This is a python package for genomics study with a GP-GCN (Gapped Pattern Graph Convolutional Networks) framework.
- cython
- numpy
- Biopython
- editdistance
- pytorch 1.7.1
- pytorch_geometric 1.7.0
pip install GCNFrame
Or
git clone https://github.com/deepomicslab/GCNFrame.git
cd GCNFrame/GCNFrame
python setup.py build_ext --inplace
cd ../
The framework makes it easy to train your customized models with a few lines of codes.

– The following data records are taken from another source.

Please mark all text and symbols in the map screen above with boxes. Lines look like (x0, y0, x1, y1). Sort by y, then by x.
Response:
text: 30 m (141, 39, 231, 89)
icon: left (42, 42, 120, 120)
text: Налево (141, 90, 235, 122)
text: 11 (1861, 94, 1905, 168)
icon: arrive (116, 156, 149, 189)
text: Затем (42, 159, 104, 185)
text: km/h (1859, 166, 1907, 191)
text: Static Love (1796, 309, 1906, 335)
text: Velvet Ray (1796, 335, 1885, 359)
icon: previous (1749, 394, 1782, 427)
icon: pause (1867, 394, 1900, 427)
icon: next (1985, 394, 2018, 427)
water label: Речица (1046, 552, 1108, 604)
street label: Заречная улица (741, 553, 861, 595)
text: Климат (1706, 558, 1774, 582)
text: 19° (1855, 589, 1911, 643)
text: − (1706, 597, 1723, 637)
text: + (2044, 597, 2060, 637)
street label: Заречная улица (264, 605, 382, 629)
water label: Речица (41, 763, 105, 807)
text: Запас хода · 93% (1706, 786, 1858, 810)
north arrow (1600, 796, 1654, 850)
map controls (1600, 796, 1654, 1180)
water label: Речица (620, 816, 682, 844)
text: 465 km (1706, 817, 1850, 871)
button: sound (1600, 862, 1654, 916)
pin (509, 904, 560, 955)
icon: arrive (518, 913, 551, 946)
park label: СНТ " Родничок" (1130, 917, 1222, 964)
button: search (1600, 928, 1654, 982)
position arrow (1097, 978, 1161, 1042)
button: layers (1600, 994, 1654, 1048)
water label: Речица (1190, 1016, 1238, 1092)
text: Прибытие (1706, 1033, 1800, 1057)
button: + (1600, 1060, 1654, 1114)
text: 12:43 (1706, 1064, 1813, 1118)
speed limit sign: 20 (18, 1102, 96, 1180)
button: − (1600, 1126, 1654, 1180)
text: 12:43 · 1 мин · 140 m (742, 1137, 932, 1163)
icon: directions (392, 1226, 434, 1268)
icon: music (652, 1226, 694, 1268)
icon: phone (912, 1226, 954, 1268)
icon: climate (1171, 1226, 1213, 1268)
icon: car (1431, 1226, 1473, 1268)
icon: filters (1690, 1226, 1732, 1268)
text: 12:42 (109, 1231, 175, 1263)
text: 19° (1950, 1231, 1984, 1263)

The example data can be downloaded from Google Drive.
# This is an example to train a two-classes model.
from GCNFrame import Biodata, GCNmodel
import torch
device = torch.device('cuda' if torch.cuda.is_available() else 'cpu')
data = Biodata(fasta_file="example_data/nature_2017.fasta",
label_file="example_data/lifestyle_label.txt",
feature_file="example_data/CDD_protein_feature.txt")
dataset = data.encode(thread=20)
model = GCNmodel.model(label_num=2, other_feature_dim=206).to(device)
GCNmodel.train(dataset, model, weighted_sampling=True)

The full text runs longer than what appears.